Le Parti conservateur a longtemps eu un problème avec les drogues.

Sous Stephen Harper, la formation politique diabolisait tellement ces substances qu’elle est allée jusqu’à tirer dans les jambes de ceux qui aidaient les plus vulnérables. Il y a dix ans, le gouvernement Harper s’est battu jusqu’en Cour suprême pour faire fermer un centre d’injection supervisée à Vancouver.

Cette approche dogmatique et inhumaine a été sévèrement dénoncée par le plus haut tribunal au pays. Malgré la rebuffade juridique, Stephen Harper a continué avec la méthode dure, misant sur l’augmentation des budgets policiers et la hausse des peines pour les contrevenants pour lutter contre les drogues.

Voilà pourquoi, une décennie plus tard, les propos d’Erin O’Toole sonnent comme le début d’une révolution au sein du parti. Une révolution drôlement bienvenue.
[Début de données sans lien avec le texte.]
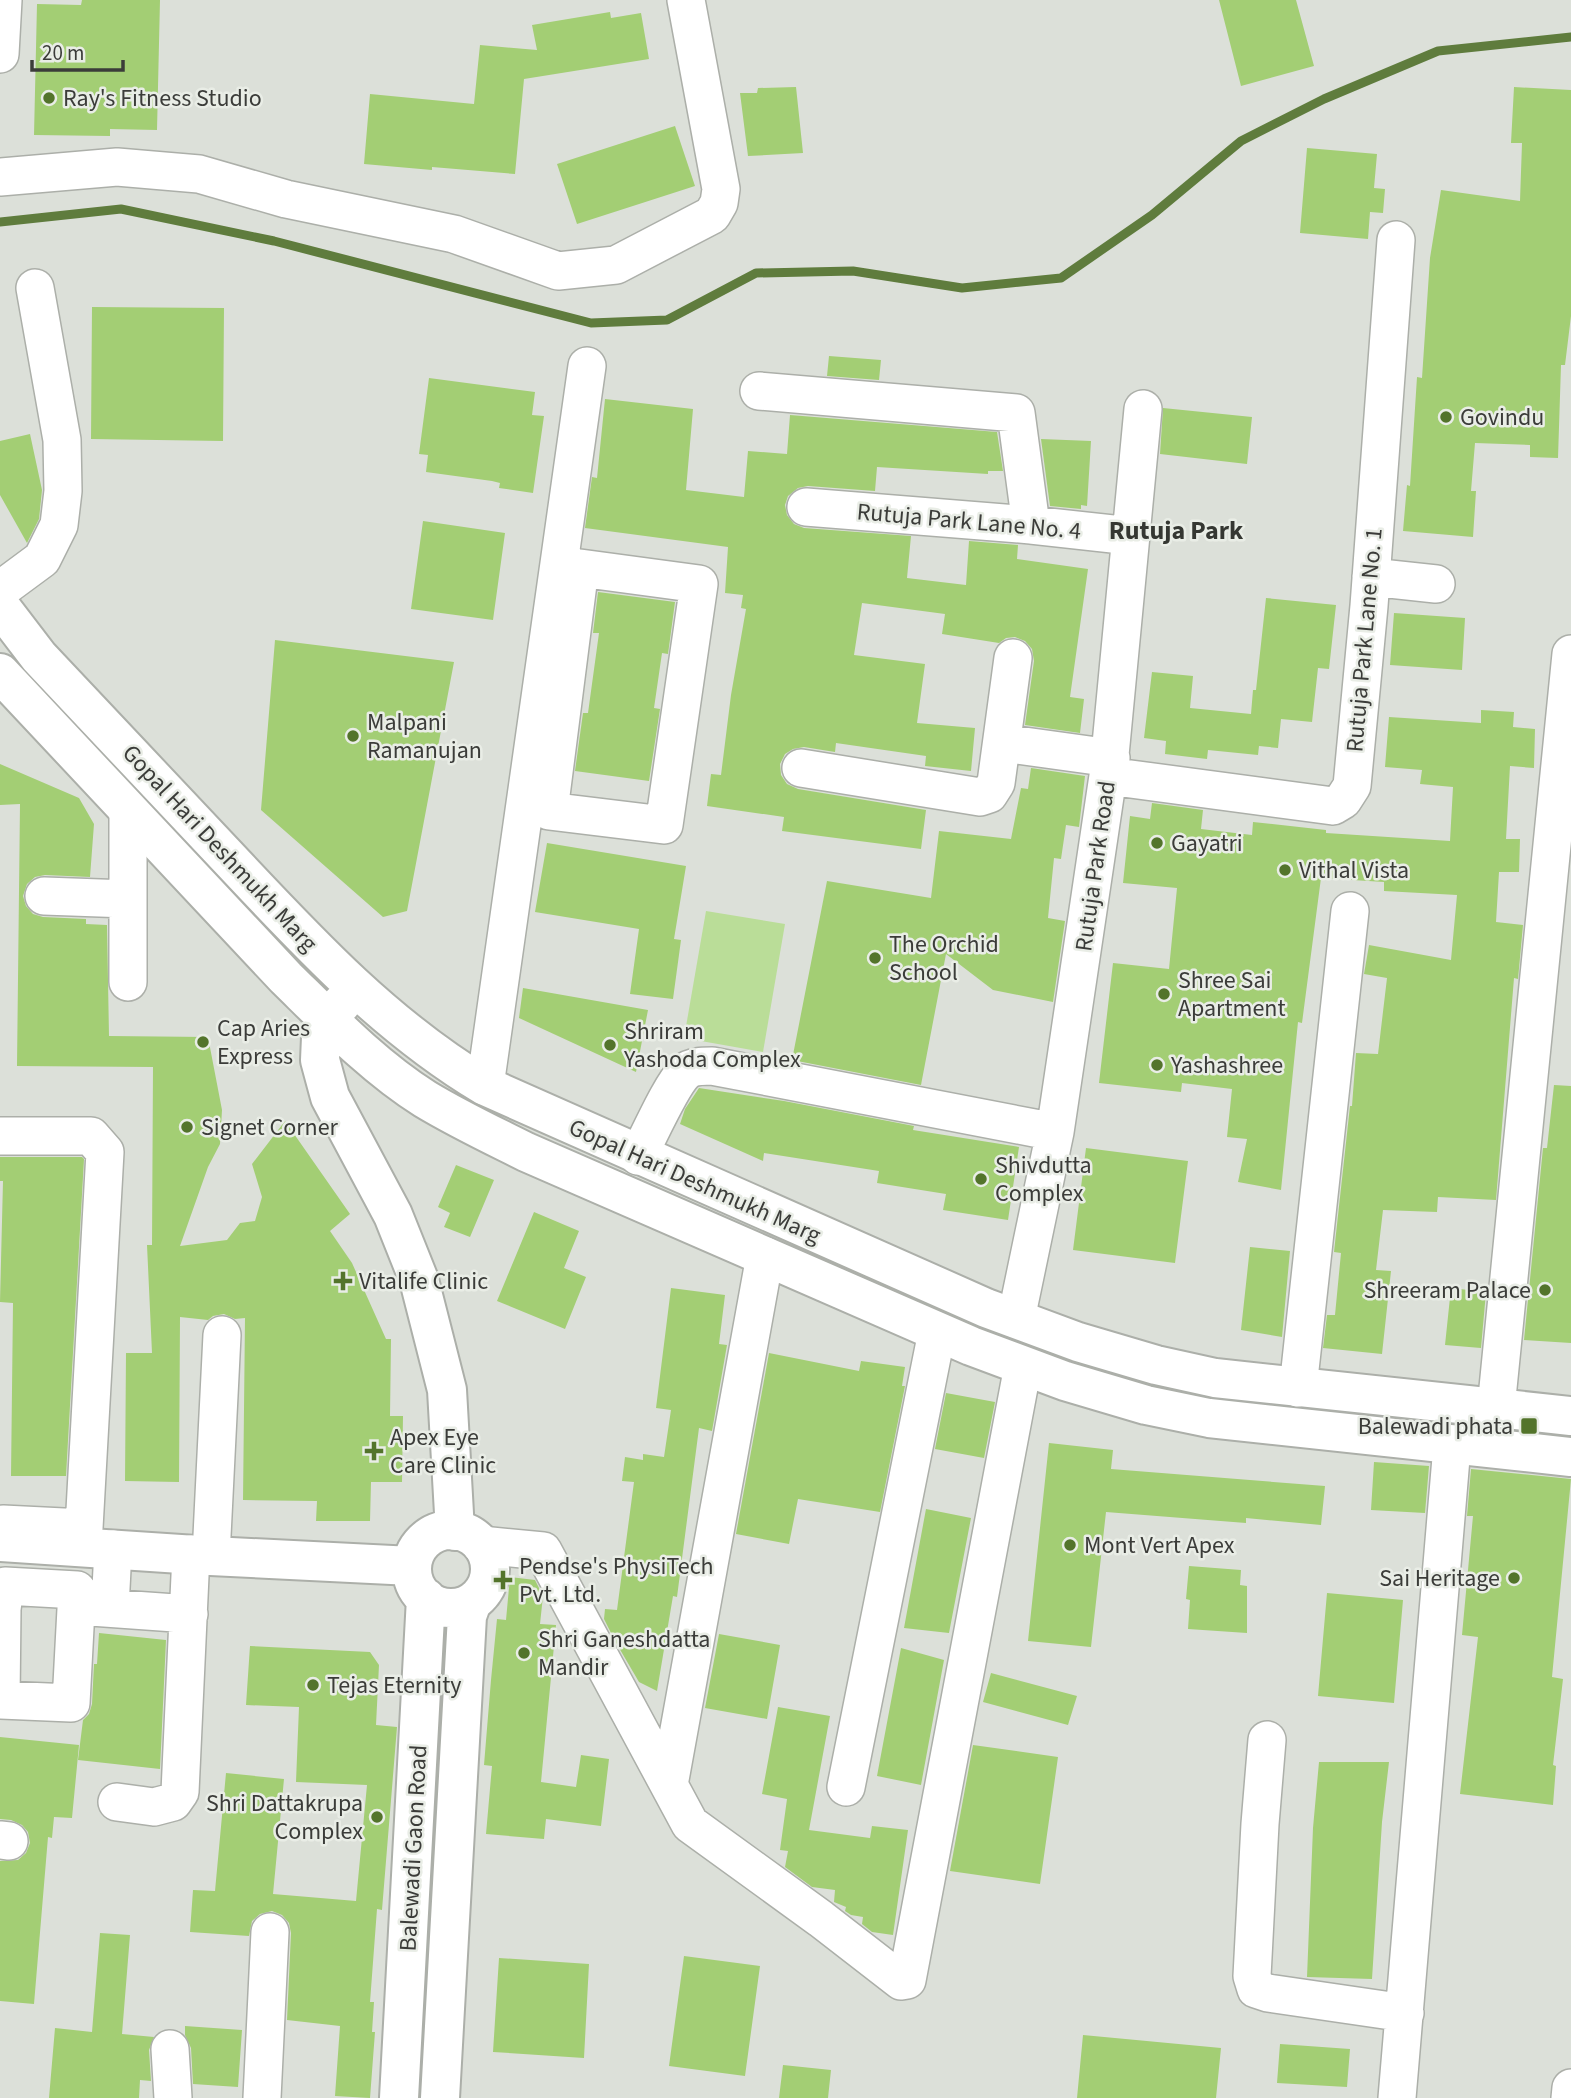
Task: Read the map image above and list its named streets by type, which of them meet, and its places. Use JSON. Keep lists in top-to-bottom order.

Le week-end dernier, l’actuel chef conservateur s’est rendu dans un centre de traitement des dépendances de la région de Vancouver. Et il a, ô surprise, tenu des propos sensés sur la grave crise des opioïdes qui frappe le pays.

En plus de préciser qu’il ne se battrait pas contre les centres d’injection supervisée, le chef conservateur a clairement affirmé que les problèmes de dépendance relevaient de la Santé publique et non du système de justice.

« Quelqu’un qui a une dépendance ne devrait pas être puni, mais bien aidé », a-t-il dit, plaidant pour une « approche de compassion envers les toxicomanes ». Pour un parti qui considérait jusqu’ici ces gens comme des criminels, il s’agit d’une volte-face majeure.

Les propos de M. O’Toole ont aussi l’avantage de braquer les projecteurs sur une épidémie criante qui a malheureusement été éclipsée par la COVID-19. En moyenne, 17 Canadiens meurent chaque jour d’une surdose liée aux opioïdes. Actuellement, c’est plus que les décès liés à la COVID-19.

Si le problème a longtemps épargné le Québec, ce n’est plus vrai. Au centre d’injection supervisée CACTUS, à Montréal, on intervenait auparavant environ une fois par semaine pour des cas de surdoses. Les interventions sont maintenant quotidiennes.

Entre avril 2020 et mars 2021, l’INSPQ a documenté 530 vies fauchées dans la province à cause de surdoses de drogues. La pointe de l’iceberg d’un drame qui touche toutes les couches de la société, dont de nombreux malades devenus accros aux opioïdes après s’être vu prescrire des antidouleurs.

Si l’évolution du Parti conservateur est à saluer, elle est encore incomplète. La formation a annoncé des investissements de 325 millions pour créer 50 centres communautaires et 1000 lits pour les toxicomanes au pays.

Or, ceux qui travaillent auprès des victimes de dépendance sont sceptiques. Ils s’inquiètent que les thérapies de sevrage soient perçues comme des solutions magiques capables de « guérir » les toxicomanes.

« C’est comme dire qu’on va traiter l’obésité en imposant une diète stricte de six mois à tous les obèses » compare Dre Julie Bruneau, chercheuse en toxicomanie au CHUM.

En réalité, nombre d’utilisateurs de drogues ne présentent pas les conditions de vie nécessaires au succès de ces thérapies. D’où l’importance de la prévention et de la réduction des méfaits.

Il reste finalement le grand tabou de la décriminalisation des drogues. Décriminaliser l’usage de substances comme l’héroïne peut paraître choquant, mais c’est la solution prônée par à peu près tous ceux qui se sont penchés sur la question – y compris les corps policiers, les agences de santé publique et l’Organisation mondiale de la santé.

Le NPD a déposé un projet de loi en ce sens, mais il a malheureusement été défait. Les députés bloquistes et conservateurs ont voté contre, ainsi qu’une partie des députés libéraux.

Les propos récents de M. O’Toole montrent que les mentalités évoluent concernant la dépendance aux drogues. Mais il reste encore à se défaire de certaines idées préconçues pour que la thérapie soit complète.